On Mon, Jan 29, 2018 at 07:47:46PM +0100, Michal Hocko wrote:
> On Wed 24-01-18 15:35:45, Eugeniu Rosca wrote:
> [...]
> > diff --git a/mm/page_alloc.c b/mm/page_alloc.c
> > index 76c9688b6a0a..4a3d5936a9a0 100644
> > --- a/mm/page_alloc.c
> > +++ b/mm/page_alloc.c
> > @@ -5344,14 +5344,12 @@ void __meminit memmap_init_zone(unsigned long size, int nid, unsigned long zone,
> > goto not_early;
> >
> > if (!early_pfn_valid(pfn)) {
> > -#ifdef CONFIG_HAVE_MEMBLOCK_NODE_MAP
> > /*
> > * Skip to the pfn preceding the next valid one (or
> > * end_pfn), such that we hit a valid pfn (or end_pfn)
> > * on our next iteration of the loop.
> > */
> > pfn = memblock_next_valid_pfn(pfn, end_pfn) - 1;
> > -#endif
> > continue;
>
> Wouldn't it be just simpler to have ifdef CONFIG_HAVE_MEMBLOCK rather
> than define memblock_next_valid_pfn for !HAVE_MEMBLOCK and then do the
> (pfn + 1 ) - 1 games.

This sounds to me like you prefer the earlier v2 of this patch.

To my understanding, the difference between v2 and v3 is mainly
meaningful for architectures which don't define CONFIG_HAVE_MEMBLOCK.
One of them is ARCH=tile (for which kbuild test robot reported a compile
failure for v1 of my patch).
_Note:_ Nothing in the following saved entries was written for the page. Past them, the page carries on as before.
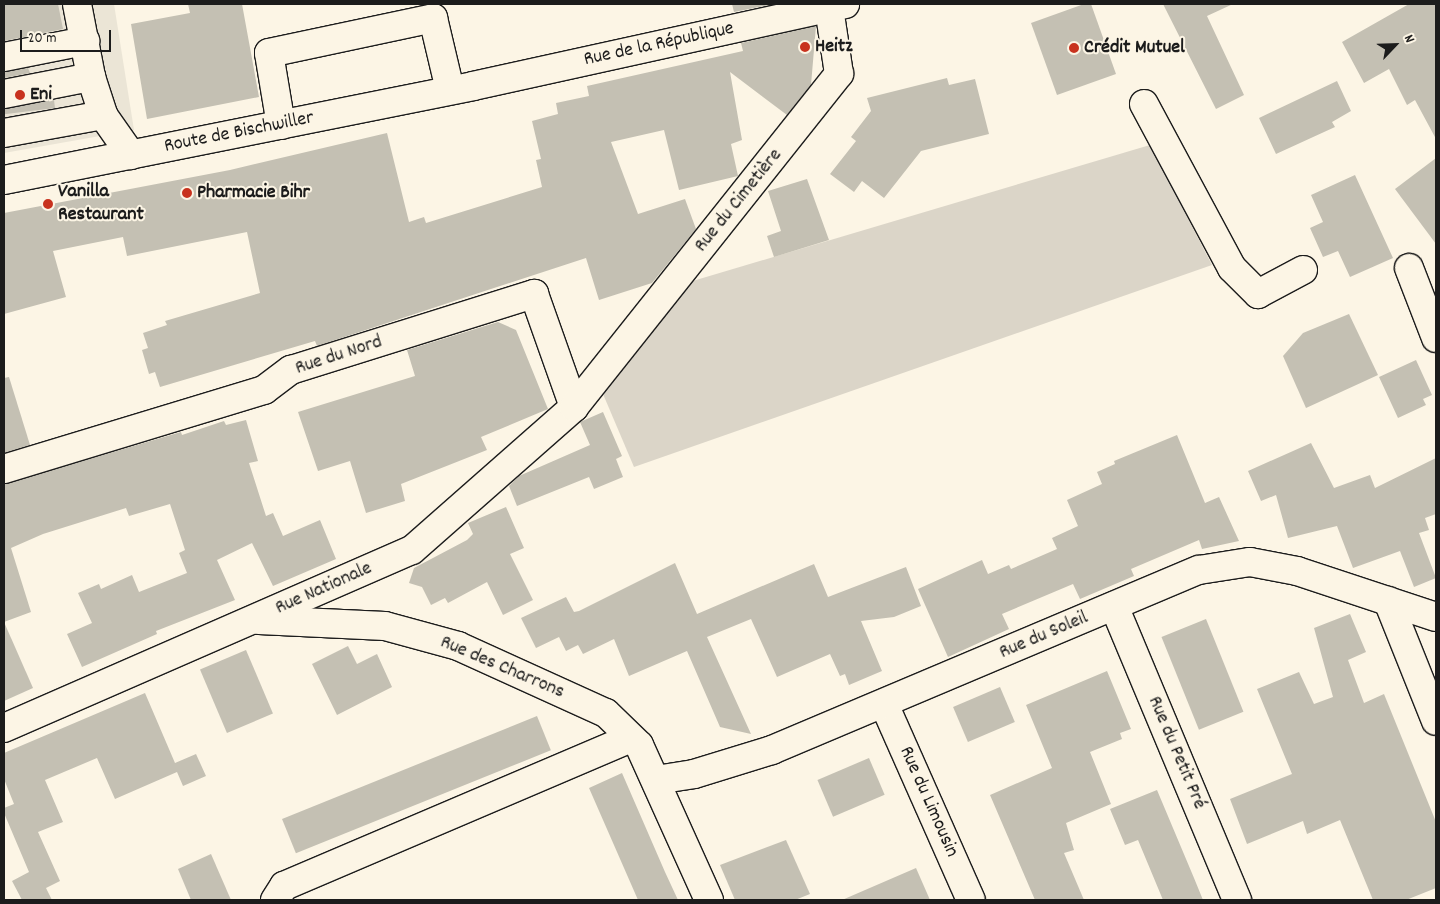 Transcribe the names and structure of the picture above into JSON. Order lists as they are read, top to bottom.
{
  "streets": {
    "street": [
      "Rue de la République",
      "Route de Bischwiller",
      "Rue du Cimetière",
      "Rue du Nord",
      "Rue Nationale",
      "Rue du Soleil",
      "Rue des Charrons",
      "Rue du Petit Pré",
      "Rue du Limousin"
    ]
  },
  "crossings": [
    ["Rue de la République", "Route de Bischwiller"],
    ["Rue de la République", "Rue du Cimetière"],
    ["Rue du Cimetière", "Rue Nationale"],
    ["Rue du Nord", "Rue Nationale"],
    ["Rue Nationale", "Rue des Charrons"],
    ["Rue du Soleil", "Rue des Charrons"],
    ["Rue du Soleil", "Rue du Petit Pré"],
    ["Rue du Soleil", "Rue du Limousin"]
  ],
  "places": [
    "Heitz",
    "Crédit Mutuel",
    "Eni",
    "Pharmacie Bihr",
    "Vanilla Restaurant"
  ],
  "scale_bar": "20 m",
  "north": "top right"
} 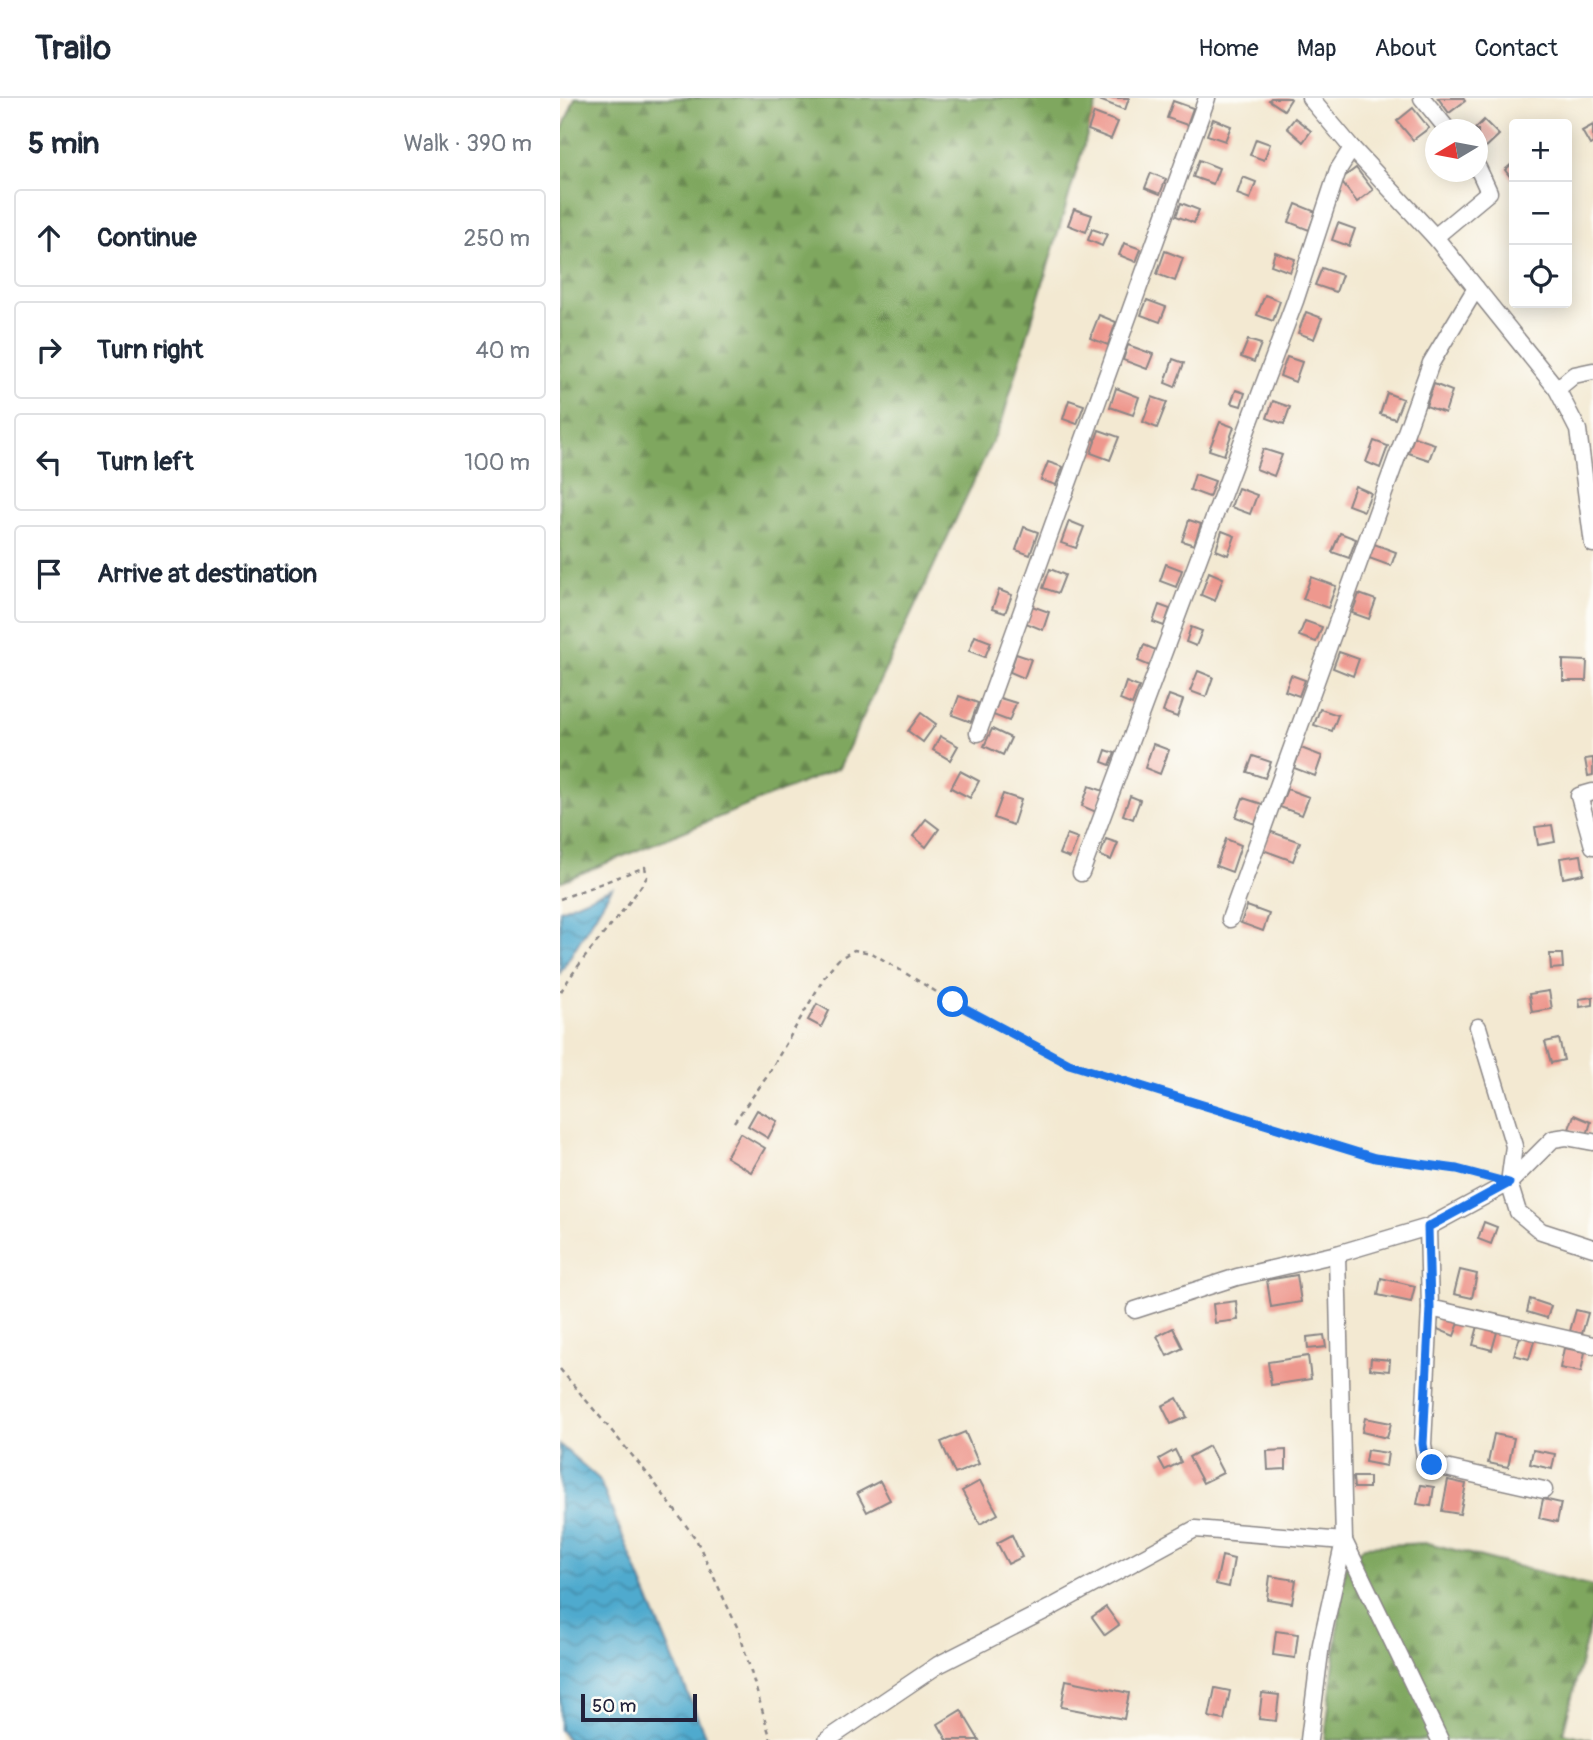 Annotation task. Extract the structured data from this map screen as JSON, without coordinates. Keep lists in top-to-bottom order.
{
  "scale_bar": "50 m",
  "north": "left",
  "page": {
    "header": "Trailo",
    "nav": [
      "Home",
      "Map",
      "About",
      "Contact"
    ],
    "heading": ["5 min", "Walk · 390 m"],
    "map_buttons": ["+", "−"],
    "list": [
      ["Continue", "250 m"],
      ["Turn right", "40 m"],
      ["Turn left", "100 m"],
      "Arrive at destination"
    ],
    "scale": "50 m"
  }
}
Out of curiosity, I compiled
mm/page_alloc.o for ARCH=tile using [PATCH v2] and [PATCH v3], then
disassembled the objects using `objdump -D` and compared the results.
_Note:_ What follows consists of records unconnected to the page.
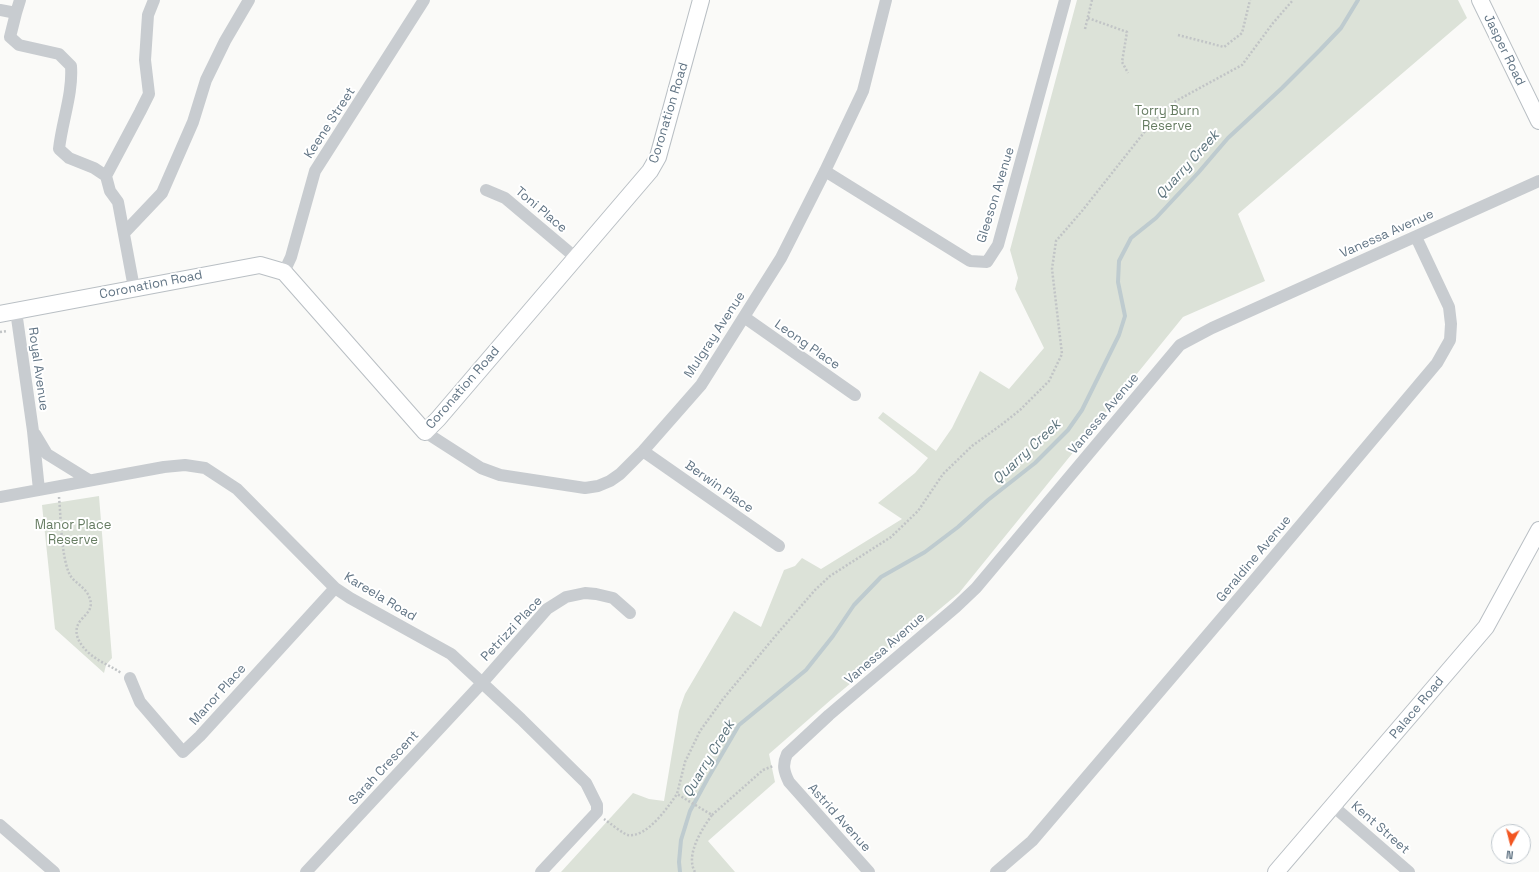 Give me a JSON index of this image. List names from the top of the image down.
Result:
{
  "streets": {
    "street": [
      "Jasper Road",
      "Coronation Road",
      "Keene Street",
      "Gleeson Avenue",
      "Toni Place",
      "Vanessa Avenue",
      "Mulgray Avenue",
      "Leong Place",
      "Royal Avenue",
      "Berwin Place",
      "Geraldine Avenue",
      "Kareela Road",
      "Petrizzi Place",
      "Manor Place",
      "Palace Road",
      "Sarah Crescent",
      "Astrid Avenue",
      "Kent Street"
    ]
  },
  "crossings": [
    ["Coronation Road", "Keene Street"],
    ["Coronation Road", "Toni Place"],
    ["Coronation Road", "Mulgray Avenue"],
    ["Coronation Road", "Royal Avenue"],
    ["Gleeson Avenue", "Mulgray Avenue"],
    ["Vanessa Avenue", "Geraldine Avenue"],
    ["Vanessa Avenue", "Astrid Avenue"],
    ["Mulgray Avenue", "Leong Place"],
    ["Mulgray Avenue", "Berwin Place"],
    ["Royal Avenue", "Kareela Road"],
    ["Kareela Road", "Petrizzi Place"],
    ["Kareela Road", "Manor Place"],
    ["Kareela Road", "Sarah Crescent"],
    ["Petrizzi Place", "Sarah Crescent"],
    ["Palace Road", "Kent Street"]
  ],
  "water": ["Quarry Creek"],
  "parks": ["Torry Burn Reserve", "Manor Place Reserve"],
  "north": "bottom"
}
What I see is that the disassembled versions of memmap_init_zone()
fully match. To me, this means that the main difference between v2 and
v3 is about code readability. This is definitely an important aspect
too, but I must admit I don't have a very strong opinion here. I expect
this to be arbitrated by MM developers and eventually by the MM
gatekeepers/maintainers.

For the record, to achieve the same boot time improvement, the
alternatives on our side are:
- enable CONFIG_NUMA, just to benefit from the ~140ms speedup in boot
time. Besides the increase of kernel image size, this also leads to
annoying "Numa node 0:" noise in backtrace and stackdump output,
which is not interesting for a non-NUMA system.
- ship the patch to our customers, in spite of not being accepted by MM
community. This is a risky and unhealthy path, which we don't like.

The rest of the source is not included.